The situation is critical. To feed the population, the city with a population of 60,000 people must make do with a fast-dwindling supply of reserves, rare convoys of food aid, and land located in urban areas. “Urban farming helps people survive siege conditions. Ten grams of seeds, for example, can produce thousands of tomato plants,” explains Cynthia. “Since spring this year, we’ve distributed seeds and farming tools to 2000 vulnerable families, as for example single mothers and internally displaced persons. They’ve also been given gardening and storage training.” This project was launched in coordination with another Swiss NGO, EPER, which had been working in the region for years, and with local organisations.

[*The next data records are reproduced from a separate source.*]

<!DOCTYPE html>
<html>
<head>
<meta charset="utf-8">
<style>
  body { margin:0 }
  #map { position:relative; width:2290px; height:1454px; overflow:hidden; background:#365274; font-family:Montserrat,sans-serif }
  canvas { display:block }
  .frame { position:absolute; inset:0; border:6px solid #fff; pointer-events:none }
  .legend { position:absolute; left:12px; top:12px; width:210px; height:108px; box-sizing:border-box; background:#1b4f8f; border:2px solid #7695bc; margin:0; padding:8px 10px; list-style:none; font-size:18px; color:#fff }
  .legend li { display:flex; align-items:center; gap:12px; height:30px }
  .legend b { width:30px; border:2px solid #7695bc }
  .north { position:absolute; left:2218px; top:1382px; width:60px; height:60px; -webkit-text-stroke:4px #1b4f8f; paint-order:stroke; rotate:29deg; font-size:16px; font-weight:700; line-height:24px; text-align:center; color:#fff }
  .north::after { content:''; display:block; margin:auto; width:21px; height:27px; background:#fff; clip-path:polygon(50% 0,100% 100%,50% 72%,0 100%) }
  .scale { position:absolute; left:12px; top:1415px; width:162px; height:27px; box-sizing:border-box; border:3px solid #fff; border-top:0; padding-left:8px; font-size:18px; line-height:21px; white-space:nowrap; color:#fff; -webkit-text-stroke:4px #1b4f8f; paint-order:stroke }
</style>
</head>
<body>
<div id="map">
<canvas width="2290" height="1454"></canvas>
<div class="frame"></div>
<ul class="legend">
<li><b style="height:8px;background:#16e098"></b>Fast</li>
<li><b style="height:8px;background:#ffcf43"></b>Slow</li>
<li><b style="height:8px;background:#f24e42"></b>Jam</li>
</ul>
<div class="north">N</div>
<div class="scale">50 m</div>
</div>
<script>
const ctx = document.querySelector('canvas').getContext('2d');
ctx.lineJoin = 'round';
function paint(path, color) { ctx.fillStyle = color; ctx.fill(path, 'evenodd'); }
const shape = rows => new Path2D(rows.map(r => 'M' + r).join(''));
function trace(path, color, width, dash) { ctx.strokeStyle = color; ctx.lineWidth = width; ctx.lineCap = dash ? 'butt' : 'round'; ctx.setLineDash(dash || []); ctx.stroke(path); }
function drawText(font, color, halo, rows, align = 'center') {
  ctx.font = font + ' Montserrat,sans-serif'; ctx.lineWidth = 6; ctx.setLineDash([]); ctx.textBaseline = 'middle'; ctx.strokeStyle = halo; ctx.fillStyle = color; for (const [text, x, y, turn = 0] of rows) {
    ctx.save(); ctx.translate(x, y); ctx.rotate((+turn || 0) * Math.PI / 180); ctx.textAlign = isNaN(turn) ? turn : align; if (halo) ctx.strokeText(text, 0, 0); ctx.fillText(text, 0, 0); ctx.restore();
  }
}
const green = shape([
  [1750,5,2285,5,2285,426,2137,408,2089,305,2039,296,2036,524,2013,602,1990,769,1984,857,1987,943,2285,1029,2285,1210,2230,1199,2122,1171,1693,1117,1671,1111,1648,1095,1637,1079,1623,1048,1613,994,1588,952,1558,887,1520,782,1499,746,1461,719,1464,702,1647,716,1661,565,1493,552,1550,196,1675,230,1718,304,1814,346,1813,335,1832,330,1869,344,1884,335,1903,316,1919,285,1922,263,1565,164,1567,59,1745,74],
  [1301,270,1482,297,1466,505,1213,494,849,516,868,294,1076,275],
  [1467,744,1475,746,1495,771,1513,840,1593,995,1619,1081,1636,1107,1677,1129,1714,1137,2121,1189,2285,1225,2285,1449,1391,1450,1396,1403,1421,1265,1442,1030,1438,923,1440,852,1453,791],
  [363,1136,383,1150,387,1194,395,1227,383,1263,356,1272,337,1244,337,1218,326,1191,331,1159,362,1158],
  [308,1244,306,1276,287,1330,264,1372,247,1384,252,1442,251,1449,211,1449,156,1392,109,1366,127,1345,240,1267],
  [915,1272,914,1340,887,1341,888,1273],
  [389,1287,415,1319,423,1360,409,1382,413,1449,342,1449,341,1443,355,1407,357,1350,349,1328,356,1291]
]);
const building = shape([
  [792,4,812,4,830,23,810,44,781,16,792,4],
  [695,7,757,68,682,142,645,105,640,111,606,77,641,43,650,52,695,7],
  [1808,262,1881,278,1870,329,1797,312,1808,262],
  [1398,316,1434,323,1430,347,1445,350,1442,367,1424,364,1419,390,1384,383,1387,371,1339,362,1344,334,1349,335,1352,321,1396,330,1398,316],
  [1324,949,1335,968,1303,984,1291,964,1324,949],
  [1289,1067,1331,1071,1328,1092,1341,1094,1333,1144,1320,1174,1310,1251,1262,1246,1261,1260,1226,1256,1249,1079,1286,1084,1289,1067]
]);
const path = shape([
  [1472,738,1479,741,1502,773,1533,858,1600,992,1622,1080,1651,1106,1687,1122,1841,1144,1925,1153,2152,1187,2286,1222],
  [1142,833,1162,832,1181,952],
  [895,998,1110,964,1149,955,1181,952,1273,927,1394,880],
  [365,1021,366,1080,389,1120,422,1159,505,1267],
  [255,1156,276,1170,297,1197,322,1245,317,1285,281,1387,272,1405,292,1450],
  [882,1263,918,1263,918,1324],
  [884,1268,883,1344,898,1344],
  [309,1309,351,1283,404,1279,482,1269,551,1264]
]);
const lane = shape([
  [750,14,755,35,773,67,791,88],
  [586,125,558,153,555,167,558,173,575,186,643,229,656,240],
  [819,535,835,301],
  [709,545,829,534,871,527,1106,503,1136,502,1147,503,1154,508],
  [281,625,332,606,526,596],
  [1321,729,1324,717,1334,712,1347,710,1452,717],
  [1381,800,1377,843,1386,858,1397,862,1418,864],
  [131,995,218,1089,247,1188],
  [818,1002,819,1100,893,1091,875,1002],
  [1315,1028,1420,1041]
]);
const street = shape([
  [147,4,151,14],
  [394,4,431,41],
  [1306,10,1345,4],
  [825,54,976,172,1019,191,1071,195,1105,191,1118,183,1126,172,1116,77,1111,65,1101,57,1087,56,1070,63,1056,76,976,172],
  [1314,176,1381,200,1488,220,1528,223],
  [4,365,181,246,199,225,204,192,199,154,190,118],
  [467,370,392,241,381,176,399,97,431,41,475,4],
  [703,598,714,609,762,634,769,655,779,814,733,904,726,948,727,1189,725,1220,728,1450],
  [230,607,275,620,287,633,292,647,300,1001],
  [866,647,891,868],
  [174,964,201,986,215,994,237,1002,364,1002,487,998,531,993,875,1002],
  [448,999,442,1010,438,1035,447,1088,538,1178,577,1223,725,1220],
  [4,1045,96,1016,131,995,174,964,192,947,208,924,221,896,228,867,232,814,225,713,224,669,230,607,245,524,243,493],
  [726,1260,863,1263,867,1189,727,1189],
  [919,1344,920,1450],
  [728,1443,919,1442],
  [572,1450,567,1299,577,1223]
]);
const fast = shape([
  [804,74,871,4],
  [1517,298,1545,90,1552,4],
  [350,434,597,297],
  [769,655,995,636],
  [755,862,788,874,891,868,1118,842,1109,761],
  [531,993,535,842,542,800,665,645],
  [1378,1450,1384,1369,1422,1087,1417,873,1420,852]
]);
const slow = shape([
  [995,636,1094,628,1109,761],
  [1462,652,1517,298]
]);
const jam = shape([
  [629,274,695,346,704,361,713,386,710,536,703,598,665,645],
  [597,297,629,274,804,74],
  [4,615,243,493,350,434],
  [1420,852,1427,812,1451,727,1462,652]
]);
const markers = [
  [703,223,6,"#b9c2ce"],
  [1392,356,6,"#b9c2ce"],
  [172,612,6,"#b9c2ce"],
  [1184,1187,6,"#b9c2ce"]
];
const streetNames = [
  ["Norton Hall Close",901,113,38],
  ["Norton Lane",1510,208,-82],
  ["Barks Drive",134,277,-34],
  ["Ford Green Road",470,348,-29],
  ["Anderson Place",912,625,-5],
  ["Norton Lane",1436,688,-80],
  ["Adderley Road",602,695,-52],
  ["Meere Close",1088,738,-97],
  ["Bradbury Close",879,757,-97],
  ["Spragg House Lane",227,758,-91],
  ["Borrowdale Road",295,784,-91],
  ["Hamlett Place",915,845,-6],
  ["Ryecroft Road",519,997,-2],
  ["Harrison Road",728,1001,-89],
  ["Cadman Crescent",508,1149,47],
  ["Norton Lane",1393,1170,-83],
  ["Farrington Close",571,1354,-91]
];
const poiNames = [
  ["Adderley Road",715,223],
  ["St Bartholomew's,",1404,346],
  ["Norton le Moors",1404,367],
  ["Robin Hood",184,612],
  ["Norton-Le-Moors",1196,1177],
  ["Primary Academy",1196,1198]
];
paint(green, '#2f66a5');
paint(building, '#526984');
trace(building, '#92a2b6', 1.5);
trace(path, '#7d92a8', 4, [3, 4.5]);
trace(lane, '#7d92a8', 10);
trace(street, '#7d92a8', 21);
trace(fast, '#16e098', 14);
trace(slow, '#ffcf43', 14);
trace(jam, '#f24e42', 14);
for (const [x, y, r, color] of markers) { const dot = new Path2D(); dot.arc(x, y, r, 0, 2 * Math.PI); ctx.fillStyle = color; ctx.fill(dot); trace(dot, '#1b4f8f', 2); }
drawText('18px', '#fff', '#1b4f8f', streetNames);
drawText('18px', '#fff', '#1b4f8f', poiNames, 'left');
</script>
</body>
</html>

Harvesting the first crops
Those who received training were harvesting their first tomatoes some weeks ago. Margaret, who lives in an area that is home to nine families, is one of these people. “I give any extra to my neighbours, like Hamin and his mother, who sought refuge here after fleeing their home,” she says. Tomatoes were chosen for bringing a diversity of food to the population in that region. However, aubergines, cabbage, okra and onions have also been planted. Simultaneously, a nutritional programme in schools ensures that 3000 children eat at least one meal per day.
Strengthening children's immune system
As underlined by Martin Morand, Tdh’s Operations Manager in South Sudan, it is not enough for children to receive sufficient food – they must also have varied diets. “This is especially true for mothers and children during the first 1000 days of life. Nutritional deficiencies can weaken a child’s immune system and delay development.” Indeed, hunger rarely kills – the real threat comes from diseases that take advantage of the body’s weaknesses. In South Sudan, cholera is taking a huge toll. “As part of our strategy, we run nutritional programmes alongside projects to improve hygiene and provide safe drinking water. You can’t have one without the other.”